Antonio Afonso and Ana Sofia Guimarães

No 2014/05, Working Papers Department of Economics from ISEG - Lisbon School of Economics and Management, Department of Economics, Universidade de Lisboa

Abstract: Numerical fiscal rules mitigate the bias of pro-cyclicality, as an alternative to discretionary measures conducted by policy makers. We assess whether fiscal rules impact budget balances and sovereign yields, and we perform a simulation exercise to compute debt developments of EU countries, assuming that they had implemented a numerical expenditure rule in 1990. Our panel analysis covers 27 EU countries between 1990 and 2011. We find that fiscal rules contribute to the reduction of budget deficits, specifically expenditure rules, which significantly impact primary expenditure and conclude that countries with rules experienced lower sovereign bond yields. The simulations show that when the same rule is applied to different countries, it produces very different results, particularly on account of the initial level of primary expenditure.

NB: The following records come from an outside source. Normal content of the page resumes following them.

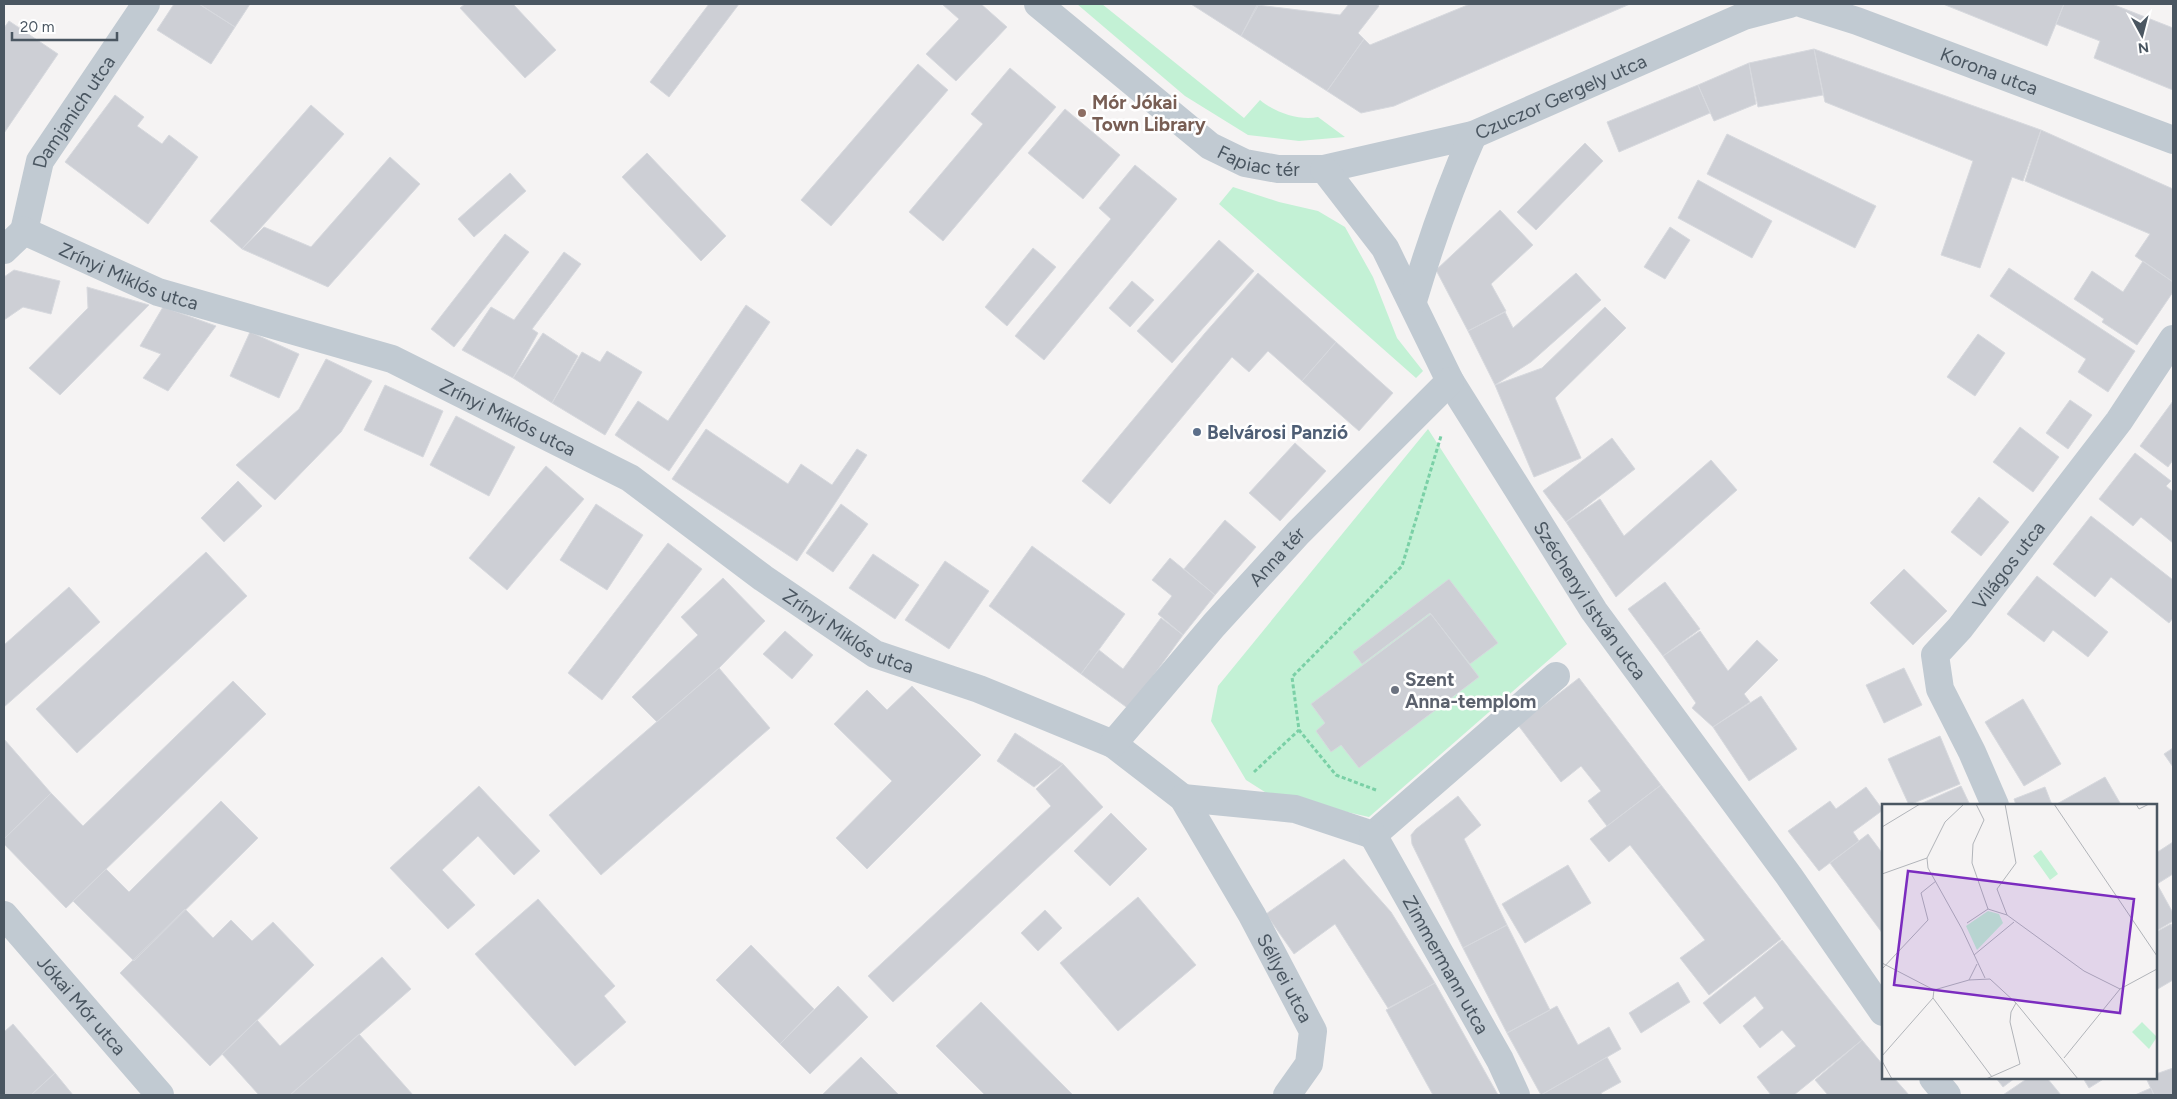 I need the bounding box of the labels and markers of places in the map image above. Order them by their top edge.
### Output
place label: Mór Jókai Town Library [1092,91,1206,136]
marker: Mór Jókai Town Library [1076,107,1088,119]
place label: Belvárosi Panzió [1207,421,1348,444]
marker: Belvárosi Panzió [1191,426,1203,438]
place label: Szent Anna-templom [1405,668,1536,713]
marker: Szent Anna-templom [1389,684,1401,696] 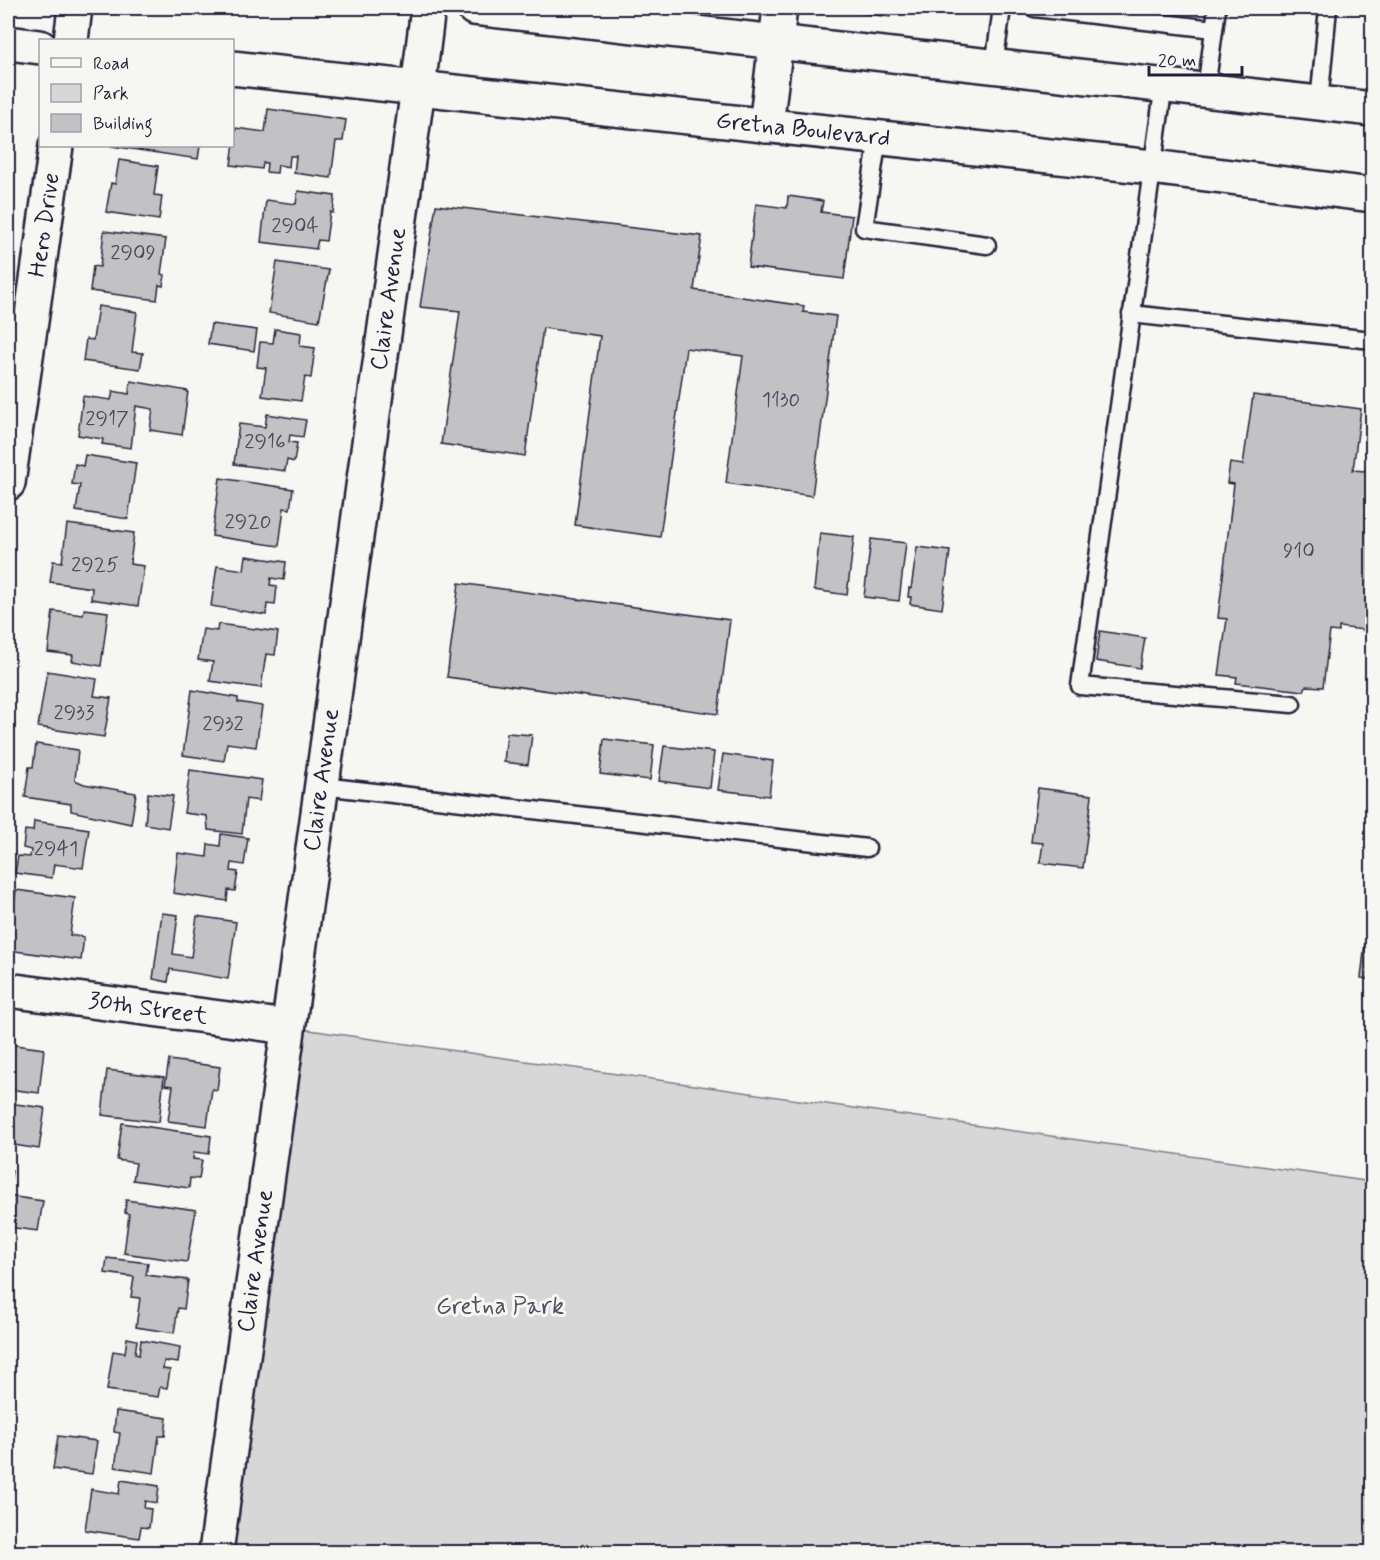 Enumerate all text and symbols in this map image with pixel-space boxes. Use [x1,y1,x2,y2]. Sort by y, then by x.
legend [39,39,234,147]
scale bar [1149,39,1242,77]
text: 20 m [1158,49,1196,73]
text: Road [93,52,129,76]
text: Park [93,82,129,106]
street label: Gretna Boulevard [714,105,892,155]
text: Building [93,112,153,138]
street label: Hero Drive [22,171,68,279]
house number: 2904 [271,212,319,240]
street label: Claire Avenue [364,225,414,372]
house number: 2909 [110,239,156,267]
house number: 1130 [762,386,800,414]
house number: 2917 [85,405,129,433]
house number: 2916 [244,428,286,456]
house number: 2920 [224,508,272,536]
house number: 910 [1283,537,1315,565]
house number: 2925 [71,551,119,579]
house number: 2933 [54,699,95,727]
street label: Claire Avenue [297,706,347,853]
house number: 2932 [202,710,244,738]
house number: 2941 [34,835,78,863]
street label: 30th Street [86,985,210,1033]
street label: Claire Avenue [231,1187,281,1334]
park label: Gretna Park [436,1291,564,1322] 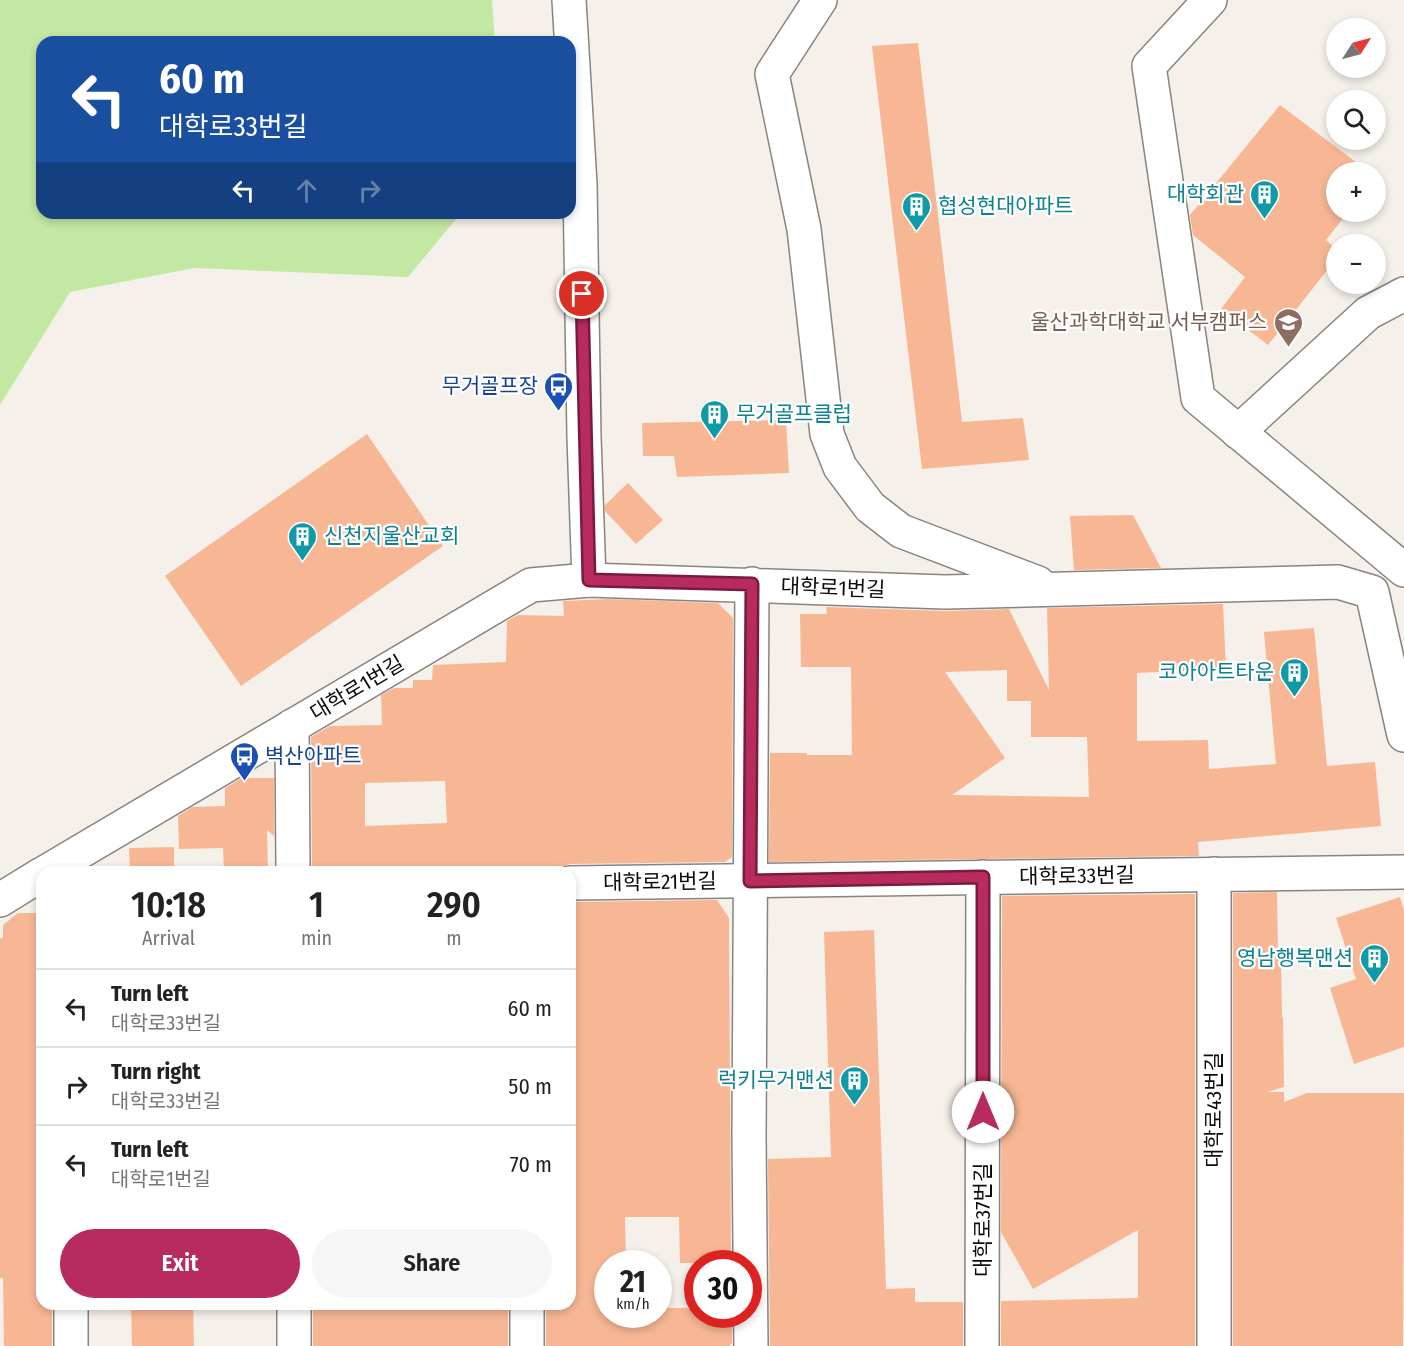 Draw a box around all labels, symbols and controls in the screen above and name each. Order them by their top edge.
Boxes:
north arrow [1326,18,1386,78]
map controls [1326,18,1386,294]
text: 60 m [159,54,245,104]
icon: left [60,60,138,138]
button: search [1326,90,1386,150]
text: 대학로33번길 [159,111,308,143]
button: + [1326,162,1386,222]
icon: left [227,174,260,207]
icon: ahead [290,174,323,207]
icon: right [353,174,386,207]
building icon: 대학회관 [1249,178,1281,220]
place label: 대학회관 [1167,181,1244,207]
building icon: 협성현대아파트 [901,190,933,232]
place label: 협성현대아파트 [938,193,1073,219]
button: − [1326,234,1386,294]
pin [556,268,607,319]
icon: arrive [565,277,598,310]
school or university icon: 울산과학대학교 서부캠퍼스 [1272,306,1304,348]
place label: 울산과학대학교 서부캠퍼스 [1030,309,1267,335]
bus stop icon: 무거골프장 [543,370,575,412]
place label: 무거골프장 [441,373,538,399]
building icon: 무거골프클럽 [699,398,731,440]
place label: 무거골프클럽 [736,401,852,427]
building icon: 신천지울산교회 [287,520,319,562]
place label: 신천지울산교회 [324,523,459,549]
street label: 대학로1번길 [780,573,886,603]
street label: 대학로1번길 [305,650,409,726]
building icon: 코아아트타운 [1279,656,1311,698]
place label: 코아아트타운 [1158,659,1274,685]
bus stop icon: 벽산아파트 [228,740,260,782]
place label: 벽산아파트 [265,743,362,769]
street label: 대학로33번길 [1019,862,1135,890]
street label: 대학로21번길 [603,868,717,896]
text: 10:18 [131,883,206,927]
text: 1 [309,883,324,927]
text: 290 [427,883,481,927]
text: Arrival [142,926,195,950]
text: min [301,926,332,950]
text: m [446,926,462,950]
building icon: 영남행복맨션 [1358,942,1390,984]
place label: 영남행복맨션 [1237,945,1353,971]
text: Turn left [111,980,189,1007]
icon: left [60,992,93,1025]
text: 60 m [508,995,552,1022]
text: 대학로33번길 [111,1011,221,1035]
street label: 대학로43번길 [1201,1052,1227,1168]
text: Turn right [111,1058,200,1085]
building icon: 럭키무거맨션 [839,1064,871,1106]
place label: 럭키무거맨션 [718,1067,834,1093]
icon: right [60,1070,93,1103]
text: 50 m [508,1073,552,1100]
position arrow [951,1080,1015,1144]
text: 대학로33번길 [111,1089,221,1113]
text: Turn left [111,1136,189,1163]
icon: left [60,1148,93,1181]
text: 70 m [510,1151,552,1178]
street label: 대학로37번길 [970,1163,996,1277]
text: 대학로1번길 [111,1167,211,1191]
button: Exit [60,1229,300,1298]
button: Share [312,1229,552,1298]
speed limit sign: 30 [684,1250,762,1328]
text: 21 [620,1264,646,1300]
text: km/h [616,1295,650,1313]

Keywords: numerical fiscal rules; expenditure rules; budget balance; sovereign yields. (search for similar items in EconPapers)
JEL-codes: C33 E62 G15 H62 (search for similar items in EconPapers)
Date: 2014-01
New Economics Papers: this item is included in nep-cmp and nep-mac
References: View references in EconPapers View complete reference list from CitEc
Citations: View citations in EconPapers (3)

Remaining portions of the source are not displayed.